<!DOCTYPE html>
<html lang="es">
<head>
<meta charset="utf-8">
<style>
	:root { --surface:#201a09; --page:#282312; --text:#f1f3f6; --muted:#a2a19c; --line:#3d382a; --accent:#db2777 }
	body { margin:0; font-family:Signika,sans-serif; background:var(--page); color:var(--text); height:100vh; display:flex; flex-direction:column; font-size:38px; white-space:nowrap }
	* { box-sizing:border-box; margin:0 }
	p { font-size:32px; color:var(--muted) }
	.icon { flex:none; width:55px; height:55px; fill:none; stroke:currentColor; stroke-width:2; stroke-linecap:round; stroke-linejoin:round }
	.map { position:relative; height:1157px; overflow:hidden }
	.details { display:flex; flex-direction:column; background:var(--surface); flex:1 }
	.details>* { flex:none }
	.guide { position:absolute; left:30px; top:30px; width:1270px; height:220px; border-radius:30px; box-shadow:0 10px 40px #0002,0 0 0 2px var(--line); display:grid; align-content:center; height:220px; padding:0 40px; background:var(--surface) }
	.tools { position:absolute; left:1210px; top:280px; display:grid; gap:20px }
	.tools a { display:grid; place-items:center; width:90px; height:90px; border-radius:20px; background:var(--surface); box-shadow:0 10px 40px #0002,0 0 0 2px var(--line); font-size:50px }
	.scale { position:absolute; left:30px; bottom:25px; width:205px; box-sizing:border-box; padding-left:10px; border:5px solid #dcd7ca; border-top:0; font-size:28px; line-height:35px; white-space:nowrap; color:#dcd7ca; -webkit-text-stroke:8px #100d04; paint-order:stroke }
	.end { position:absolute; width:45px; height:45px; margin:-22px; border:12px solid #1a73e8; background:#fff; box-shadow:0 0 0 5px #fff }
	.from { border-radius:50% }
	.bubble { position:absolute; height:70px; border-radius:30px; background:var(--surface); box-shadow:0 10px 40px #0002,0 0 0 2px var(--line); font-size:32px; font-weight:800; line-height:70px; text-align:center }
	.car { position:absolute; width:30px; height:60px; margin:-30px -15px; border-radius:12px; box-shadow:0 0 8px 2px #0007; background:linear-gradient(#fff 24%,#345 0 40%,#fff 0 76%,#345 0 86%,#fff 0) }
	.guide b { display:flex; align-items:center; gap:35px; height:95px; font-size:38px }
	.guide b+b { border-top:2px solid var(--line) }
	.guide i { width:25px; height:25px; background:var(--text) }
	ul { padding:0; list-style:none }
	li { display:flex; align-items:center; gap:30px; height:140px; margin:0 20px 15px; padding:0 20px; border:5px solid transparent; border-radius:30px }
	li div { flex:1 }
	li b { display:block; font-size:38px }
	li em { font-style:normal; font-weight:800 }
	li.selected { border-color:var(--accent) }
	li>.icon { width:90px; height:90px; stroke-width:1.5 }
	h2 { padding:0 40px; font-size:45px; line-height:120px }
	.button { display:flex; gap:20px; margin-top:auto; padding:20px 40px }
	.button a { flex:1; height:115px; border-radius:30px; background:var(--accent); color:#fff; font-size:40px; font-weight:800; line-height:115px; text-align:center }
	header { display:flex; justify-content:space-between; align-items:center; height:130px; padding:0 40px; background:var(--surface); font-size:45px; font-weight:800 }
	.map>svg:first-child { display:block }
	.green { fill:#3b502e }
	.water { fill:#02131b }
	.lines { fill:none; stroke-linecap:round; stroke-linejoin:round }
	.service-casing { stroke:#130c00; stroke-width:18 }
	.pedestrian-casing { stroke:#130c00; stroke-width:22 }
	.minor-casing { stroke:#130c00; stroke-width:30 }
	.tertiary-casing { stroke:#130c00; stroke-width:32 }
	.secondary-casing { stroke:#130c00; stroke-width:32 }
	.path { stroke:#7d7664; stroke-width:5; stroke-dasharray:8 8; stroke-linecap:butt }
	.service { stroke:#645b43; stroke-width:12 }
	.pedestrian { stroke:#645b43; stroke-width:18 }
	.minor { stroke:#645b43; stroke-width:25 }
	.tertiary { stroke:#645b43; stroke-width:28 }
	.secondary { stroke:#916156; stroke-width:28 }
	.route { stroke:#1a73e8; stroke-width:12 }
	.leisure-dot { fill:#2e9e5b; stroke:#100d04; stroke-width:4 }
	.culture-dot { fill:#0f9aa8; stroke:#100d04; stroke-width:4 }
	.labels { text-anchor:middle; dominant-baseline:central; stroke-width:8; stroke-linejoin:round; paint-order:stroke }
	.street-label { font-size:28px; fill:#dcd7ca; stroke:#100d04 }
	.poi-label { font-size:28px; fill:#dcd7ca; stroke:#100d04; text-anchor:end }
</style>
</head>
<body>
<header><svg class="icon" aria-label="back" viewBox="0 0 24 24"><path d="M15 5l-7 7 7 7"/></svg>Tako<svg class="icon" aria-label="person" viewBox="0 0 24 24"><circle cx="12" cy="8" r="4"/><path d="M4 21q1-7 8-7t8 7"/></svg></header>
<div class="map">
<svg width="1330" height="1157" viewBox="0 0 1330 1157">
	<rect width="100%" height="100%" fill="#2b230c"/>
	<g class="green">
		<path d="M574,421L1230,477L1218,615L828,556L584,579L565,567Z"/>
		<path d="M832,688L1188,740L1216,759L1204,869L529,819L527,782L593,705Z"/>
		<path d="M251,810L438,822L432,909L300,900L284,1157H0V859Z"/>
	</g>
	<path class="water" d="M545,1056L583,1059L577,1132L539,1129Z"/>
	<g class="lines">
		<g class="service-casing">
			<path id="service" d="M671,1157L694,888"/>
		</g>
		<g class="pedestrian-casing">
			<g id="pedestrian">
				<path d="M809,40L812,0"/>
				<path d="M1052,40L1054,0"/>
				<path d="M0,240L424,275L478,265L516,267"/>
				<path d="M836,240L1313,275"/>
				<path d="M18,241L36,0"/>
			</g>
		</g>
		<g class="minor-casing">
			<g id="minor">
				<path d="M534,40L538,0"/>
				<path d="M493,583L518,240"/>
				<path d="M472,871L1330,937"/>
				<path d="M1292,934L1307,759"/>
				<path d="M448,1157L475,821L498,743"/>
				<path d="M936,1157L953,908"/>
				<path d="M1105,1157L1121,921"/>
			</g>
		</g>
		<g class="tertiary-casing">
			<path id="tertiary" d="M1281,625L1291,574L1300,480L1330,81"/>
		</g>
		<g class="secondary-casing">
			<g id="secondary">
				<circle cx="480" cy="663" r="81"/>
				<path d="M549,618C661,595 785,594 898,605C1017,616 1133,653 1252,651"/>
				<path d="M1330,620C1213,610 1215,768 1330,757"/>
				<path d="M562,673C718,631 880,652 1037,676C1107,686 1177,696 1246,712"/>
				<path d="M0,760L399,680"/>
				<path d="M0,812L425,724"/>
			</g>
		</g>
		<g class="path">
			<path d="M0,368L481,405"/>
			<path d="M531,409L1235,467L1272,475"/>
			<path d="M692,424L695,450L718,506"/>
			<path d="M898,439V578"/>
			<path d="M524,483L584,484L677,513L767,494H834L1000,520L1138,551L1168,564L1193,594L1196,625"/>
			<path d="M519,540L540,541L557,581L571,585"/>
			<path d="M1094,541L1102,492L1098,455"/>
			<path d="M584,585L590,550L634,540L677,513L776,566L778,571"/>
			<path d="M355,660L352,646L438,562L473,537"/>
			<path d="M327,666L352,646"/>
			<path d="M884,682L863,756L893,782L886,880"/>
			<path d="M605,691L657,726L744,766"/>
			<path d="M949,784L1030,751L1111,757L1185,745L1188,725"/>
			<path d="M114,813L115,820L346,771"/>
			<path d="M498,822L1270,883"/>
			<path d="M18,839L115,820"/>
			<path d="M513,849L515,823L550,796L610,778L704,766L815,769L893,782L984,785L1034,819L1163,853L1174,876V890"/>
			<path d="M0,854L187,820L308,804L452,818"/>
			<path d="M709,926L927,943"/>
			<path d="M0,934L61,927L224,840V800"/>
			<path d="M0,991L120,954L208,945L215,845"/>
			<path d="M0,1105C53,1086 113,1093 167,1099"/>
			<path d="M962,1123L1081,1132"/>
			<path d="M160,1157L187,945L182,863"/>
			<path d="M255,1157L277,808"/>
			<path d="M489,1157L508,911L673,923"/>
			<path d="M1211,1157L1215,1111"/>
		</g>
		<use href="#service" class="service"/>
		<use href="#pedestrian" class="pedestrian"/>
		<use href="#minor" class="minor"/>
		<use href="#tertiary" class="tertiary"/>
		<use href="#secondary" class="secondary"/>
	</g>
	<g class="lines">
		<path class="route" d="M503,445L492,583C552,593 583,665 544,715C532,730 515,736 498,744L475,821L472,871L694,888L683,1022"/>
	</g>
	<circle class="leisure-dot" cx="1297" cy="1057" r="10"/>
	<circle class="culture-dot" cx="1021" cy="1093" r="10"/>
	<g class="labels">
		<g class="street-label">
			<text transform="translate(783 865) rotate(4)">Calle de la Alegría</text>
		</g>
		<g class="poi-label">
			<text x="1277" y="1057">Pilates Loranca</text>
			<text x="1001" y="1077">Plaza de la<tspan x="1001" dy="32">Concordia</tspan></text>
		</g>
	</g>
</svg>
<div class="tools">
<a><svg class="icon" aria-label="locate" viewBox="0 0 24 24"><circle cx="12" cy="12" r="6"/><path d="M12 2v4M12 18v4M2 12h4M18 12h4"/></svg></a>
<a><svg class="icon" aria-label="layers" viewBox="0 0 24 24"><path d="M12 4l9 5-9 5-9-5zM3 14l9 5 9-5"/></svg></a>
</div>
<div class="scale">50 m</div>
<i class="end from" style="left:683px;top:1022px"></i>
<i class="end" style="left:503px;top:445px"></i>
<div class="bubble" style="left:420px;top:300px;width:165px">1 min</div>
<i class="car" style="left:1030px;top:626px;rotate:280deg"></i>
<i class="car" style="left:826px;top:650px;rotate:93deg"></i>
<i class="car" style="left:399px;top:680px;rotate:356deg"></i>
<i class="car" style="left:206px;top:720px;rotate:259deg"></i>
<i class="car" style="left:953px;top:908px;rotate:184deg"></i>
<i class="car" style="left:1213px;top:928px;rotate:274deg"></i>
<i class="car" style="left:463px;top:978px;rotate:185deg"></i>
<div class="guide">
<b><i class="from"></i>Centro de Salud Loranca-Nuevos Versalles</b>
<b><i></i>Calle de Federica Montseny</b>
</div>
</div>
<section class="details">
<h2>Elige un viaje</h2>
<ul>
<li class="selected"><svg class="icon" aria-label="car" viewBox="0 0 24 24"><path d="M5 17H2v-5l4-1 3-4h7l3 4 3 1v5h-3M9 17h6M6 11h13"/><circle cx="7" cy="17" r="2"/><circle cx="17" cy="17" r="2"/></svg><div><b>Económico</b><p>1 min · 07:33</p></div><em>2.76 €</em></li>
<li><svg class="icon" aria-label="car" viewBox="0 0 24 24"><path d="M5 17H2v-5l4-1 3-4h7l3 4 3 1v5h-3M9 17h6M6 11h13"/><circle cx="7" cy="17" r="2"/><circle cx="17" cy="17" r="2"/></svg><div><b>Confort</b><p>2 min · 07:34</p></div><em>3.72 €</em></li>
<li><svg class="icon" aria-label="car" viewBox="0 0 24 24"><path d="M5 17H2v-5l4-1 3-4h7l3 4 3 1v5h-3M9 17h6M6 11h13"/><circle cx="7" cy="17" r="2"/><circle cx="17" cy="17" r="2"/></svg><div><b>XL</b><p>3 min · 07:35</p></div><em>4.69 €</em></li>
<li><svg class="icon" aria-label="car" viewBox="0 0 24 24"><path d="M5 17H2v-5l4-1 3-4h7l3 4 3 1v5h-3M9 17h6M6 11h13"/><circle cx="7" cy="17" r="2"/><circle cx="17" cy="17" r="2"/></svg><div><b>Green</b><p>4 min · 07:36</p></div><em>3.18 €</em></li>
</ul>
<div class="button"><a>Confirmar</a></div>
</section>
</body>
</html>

------------------------------------------------

Task: From the first line of the listing above to the line that contains "--surface:#201a09; --page:#282312; --text:#f1f3f6;", inclusive, restate every line word for word. Nothing else belongs in the answer.

Response to the task:
<!DOCTYPE html>
<html lang="es">
<head>
<meta charset="utf-8">
<style>
	:root { --surface:#201a09; --page:#282312; --text:#f1f3f6; --muted:#a2a19c; --line:#3d382a; --accent:#db2777 }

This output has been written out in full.